Task requirements: Among these records, which lines include "stream"? Copy them out.

Available data:

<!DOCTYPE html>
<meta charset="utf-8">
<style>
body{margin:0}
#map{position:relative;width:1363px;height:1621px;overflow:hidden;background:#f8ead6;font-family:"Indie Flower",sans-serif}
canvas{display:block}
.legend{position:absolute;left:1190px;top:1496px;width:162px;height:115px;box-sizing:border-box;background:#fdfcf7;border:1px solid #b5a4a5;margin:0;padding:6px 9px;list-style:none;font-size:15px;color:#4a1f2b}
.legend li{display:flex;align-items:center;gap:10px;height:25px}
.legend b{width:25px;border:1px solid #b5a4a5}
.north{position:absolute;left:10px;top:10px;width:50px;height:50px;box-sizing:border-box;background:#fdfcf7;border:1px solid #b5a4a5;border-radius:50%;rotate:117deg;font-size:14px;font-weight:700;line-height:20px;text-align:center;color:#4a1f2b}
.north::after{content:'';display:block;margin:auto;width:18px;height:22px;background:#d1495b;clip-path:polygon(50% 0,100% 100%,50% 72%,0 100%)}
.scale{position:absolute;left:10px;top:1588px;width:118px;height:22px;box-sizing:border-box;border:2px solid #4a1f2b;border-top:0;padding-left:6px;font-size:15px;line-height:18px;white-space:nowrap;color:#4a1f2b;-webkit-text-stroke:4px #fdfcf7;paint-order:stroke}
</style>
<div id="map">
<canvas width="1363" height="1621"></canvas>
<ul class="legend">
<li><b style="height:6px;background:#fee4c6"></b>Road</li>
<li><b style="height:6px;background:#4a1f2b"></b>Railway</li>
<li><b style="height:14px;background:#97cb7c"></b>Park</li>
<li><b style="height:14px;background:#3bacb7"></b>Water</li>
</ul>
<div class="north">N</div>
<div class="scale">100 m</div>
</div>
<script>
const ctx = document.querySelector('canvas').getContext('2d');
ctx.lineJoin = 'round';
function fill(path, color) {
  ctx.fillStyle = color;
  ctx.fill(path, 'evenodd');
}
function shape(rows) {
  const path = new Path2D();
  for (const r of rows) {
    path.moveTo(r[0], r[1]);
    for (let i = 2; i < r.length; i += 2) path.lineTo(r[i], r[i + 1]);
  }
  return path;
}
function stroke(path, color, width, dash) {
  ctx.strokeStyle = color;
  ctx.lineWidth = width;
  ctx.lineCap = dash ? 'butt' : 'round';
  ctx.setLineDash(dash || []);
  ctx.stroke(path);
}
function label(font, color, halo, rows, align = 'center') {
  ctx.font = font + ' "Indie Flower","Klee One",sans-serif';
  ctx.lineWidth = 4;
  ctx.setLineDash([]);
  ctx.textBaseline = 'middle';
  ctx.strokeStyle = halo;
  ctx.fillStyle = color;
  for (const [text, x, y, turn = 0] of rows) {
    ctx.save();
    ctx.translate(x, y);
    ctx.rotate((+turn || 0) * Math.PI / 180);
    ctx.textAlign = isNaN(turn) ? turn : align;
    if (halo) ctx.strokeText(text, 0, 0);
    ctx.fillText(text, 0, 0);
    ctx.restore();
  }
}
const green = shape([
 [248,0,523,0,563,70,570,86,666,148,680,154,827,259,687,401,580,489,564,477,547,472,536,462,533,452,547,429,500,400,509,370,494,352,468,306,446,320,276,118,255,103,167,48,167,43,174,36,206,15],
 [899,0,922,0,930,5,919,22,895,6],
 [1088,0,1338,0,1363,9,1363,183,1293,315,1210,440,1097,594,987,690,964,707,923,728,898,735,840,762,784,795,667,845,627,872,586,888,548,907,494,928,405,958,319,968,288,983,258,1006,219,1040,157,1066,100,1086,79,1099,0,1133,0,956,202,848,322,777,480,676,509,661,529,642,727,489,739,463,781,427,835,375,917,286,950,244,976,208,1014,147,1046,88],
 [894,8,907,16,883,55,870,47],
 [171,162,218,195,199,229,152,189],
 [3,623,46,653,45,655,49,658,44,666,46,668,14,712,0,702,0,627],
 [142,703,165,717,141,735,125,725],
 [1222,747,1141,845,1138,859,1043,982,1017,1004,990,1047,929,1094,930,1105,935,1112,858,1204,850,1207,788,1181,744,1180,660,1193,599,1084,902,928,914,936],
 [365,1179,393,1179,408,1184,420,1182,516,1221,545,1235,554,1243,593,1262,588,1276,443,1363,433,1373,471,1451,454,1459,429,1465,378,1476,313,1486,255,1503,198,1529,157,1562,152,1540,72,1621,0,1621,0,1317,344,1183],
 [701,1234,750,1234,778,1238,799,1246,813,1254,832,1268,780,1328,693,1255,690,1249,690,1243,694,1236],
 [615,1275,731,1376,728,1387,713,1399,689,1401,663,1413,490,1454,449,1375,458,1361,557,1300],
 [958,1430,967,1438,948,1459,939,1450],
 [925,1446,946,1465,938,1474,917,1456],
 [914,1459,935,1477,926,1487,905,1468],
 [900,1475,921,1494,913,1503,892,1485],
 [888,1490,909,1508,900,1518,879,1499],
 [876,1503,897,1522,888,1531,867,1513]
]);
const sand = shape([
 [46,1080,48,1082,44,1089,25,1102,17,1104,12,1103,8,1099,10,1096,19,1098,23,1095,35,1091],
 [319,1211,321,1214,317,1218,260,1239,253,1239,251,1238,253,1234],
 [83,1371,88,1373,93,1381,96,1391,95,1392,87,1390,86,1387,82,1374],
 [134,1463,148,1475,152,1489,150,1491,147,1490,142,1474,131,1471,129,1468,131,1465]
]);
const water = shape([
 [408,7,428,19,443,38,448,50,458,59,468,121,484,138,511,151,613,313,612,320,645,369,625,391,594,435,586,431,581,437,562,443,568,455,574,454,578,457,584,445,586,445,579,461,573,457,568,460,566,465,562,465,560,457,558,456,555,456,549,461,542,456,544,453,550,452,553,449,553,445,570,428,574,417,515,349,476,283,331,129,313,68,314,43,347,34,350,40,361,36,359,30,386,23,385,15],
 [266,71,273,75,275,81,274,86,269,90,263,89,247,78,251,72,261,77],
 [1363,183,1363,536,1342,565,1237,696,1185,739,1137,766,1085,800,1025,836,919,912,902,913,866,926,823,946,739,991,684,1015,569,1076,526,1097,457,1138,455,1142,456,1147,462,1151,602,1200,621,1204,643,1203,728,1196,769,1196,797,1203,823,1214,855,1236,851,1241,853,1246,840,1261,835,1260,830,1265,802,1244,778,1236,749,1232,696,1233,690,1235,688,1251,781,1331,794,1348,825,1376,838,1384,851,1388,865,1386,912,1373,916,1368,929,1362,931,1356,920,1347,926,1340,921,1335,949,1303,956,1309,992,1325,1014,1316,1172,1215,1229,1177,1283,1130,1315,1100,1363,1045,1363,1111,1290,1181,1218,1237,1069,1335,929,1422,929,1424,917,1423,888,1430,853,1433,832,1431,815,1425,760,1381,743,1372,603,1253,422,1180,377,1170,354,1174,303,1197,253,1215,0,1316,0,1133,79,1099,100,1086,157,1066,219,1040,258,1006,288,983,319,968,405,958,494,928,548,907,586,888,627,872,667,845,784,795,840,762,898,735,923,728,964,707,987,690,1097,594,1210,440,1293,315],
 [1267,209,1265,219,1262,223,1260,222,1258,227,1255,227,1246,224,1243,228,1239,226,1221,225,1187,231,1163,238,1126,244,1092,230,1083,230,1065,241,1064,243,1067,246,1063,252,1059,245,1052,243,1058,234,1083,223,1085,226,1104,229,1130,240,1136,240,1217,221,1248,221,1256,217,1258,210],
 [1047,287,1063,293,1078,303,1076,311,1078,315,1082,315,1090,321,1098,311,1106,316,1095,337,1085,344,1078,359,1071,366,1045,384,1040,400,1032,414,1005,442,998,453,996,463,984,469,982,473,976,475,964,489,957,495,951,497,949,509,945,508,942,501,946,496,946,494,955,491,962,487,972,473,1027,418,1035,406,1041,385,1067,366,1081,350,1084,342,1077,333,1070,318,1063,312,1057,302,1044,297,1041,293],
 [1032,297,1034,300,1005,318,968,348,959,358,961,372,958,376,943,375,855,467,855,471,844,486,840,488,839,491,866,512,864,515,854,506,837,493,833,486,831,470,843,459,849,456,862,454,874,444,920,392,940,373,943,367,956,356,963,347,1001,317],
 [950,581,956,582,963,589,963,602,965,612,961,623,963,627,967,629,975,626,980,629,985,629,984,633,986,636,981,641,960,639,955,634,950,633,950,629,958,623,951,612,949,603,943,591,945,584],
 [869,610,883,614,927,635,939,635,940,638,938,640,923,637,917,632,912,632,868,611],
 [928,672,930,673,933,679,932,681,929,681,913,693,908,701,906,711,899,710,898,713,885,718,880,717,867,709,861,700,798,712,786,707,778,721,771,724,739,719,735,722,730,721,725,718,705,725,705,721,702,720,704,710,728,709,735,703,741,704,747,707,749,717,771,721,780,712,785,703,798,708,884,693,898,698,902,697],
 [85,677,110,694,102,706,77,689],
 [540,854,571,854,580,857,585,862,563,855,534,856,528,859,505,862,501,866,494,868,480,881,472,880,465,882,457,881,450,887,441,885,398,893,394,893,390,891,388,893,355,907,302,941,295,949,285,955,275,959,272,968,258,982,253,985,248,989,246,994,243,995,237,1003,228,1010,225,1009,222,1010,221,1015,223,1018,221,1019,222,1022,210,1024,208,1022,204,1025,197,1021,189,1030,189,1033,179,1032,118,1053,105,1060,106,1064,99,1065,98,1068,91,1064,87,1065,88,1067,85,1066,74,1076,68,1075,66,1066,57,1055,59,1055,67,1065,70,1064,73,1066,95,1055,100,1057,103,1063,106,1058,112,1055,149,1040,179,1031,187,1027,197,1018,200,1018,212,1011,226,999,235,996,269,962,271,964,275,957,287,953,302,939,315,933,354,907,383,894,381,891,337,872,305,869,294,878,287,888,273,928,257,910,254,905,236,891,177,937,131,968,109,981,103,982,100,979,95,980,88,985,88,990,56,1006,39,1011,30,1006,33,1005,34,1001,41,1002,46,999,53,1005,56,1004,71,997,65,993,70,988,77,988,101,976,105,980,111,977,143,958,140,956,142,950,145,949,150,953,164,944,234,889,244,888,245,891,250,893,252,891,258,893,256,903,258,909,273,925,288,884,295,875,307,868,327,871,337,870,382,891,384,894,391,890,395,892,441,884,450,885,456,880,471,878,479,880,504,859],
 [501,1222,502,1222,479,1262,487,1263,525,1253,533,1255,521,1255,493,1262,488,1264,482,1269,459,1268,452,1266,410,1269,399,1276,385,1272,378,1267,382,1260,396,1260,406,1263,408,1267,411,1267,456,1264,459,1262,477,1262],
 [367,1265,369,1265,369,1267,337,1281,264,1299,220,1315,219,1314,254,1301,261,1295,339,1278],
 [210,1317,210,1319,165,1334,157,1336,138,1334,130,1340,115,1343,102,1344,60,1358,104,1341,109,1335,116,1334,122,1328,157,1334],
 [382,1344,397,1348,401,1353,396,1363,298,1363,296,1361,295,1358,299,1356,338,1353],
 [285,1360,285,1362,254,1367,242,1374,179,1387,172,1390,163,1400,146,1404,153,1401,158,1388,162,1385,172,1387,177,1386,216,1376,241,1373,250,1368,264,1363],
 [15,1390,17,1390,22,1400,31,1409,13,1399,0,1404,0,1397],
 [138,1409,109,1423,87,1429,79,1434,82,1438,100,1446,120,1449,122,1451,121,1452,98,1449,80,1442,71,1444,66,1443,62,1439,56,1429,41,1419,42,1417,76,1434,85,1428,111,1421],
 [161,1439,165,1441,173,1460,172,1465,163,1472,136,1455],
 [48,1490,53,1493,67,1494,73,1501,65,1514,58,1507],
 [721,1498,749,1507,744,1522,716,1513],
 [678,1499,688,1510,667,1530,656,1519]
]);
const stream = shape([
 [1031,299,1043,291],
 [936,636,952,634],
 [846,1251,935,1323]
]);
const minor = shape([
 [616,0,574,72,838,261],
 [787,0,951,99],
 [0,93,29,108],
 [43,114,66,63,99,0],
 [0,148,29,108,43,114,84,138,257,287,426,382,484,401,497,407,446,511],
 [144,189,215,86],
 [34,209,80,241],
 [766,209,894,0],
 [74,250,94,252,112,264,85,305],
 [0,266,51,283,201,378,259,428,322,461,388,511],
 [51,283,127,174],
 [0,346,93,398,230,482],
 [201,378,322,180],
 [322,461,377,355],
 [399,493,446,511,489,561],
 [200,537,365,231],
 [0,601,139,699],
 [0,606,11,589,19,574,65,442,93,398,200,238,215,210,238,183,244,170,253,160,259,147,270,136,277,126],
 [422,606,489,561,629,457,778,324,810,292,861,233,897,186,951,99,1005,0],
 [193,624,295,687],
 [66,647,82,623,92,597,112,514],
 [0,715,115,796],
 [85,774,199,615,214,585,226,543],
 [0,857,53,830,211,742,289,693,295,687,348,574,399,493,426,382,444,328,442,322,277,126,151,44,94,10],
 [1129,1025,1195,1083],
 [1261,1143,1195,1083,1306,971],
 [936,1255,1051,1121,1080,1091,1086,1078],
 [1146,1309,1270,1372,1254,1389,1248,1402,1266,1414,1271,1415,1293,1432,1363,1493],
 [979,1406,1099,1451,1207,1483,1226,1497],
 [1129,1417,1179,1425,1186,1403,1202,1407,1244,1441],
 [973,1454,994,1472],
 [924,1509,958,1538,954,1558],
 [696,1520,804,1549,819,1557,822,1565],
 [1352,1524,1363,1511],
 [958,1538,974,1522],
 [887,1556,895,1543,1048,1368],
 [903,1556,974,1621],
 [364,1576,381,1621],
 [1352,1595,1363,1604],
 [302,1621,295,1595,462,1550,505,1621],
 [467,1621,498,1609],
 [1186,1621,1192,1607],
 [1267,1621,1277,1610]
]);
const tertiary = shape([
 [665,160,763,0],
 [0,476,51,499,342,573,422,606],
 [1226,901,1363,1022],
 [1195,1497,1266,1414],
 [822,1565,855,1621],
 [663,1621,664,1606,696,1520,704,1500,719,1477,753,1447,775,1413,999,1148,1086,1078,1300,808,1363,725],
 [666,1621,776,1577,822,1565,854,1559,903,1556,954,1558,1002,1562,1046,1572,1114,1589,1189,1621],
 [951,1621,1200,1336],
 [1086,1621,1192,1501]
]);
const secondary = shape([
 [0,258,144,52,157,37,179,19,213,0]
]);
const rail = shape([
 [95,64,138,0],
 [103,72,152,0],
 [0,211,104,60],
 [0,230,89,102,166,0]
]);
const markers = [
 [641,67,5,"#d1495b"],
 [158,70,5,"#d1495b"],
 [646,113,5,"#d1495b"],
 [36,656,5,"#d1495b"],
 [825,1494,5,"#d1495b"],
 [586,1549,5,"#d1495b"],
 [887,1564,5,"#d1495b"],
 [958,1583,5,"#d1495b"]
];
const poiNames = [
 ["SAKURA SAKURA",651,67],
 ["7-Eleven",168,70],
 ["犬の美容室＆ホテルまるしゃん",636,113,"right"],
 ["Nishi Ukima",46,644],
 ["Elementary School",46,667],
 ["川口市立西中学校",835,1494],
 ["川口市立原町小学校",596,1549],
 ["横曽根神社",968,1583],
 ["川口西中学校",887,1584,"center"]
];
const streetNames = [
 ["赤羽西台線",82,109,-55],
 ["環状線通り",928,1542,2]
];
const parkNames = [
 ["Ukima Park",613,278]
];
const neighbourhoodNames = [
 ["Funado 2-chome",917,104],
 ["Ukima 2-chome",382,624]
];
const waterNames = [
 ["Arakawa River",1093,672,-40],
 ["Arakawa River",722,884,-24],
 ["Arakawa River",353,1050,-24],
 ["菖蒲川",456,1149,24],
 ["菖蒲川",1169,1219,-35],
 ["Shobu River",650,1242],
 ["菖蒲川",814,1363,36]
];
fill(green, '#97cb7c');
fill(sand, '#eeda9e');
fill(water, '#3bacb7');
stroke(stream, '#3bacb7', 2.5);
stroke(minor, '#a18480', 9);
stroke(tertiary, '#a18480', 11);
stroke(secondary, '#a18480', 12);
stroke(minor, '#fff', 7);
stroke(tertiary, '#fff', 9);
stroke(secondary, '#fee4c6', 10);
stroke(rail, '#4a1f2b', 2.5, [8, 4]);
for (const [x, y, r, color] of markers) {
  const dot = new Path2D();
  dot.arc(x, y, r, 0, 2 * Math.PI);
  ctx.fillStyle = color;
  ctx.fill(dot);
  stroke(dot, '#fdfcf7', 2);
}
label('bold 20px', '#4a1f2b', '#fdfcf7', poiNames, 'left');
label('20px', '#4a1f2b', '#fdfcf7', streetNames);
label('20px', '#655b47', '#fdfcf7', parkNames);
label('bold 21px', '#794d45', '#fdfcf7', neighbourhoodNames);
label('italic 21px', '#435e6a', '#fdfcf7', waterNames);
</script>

Written response:
const stream = shape([
stroke(stream, '#3bacb7', 2.5);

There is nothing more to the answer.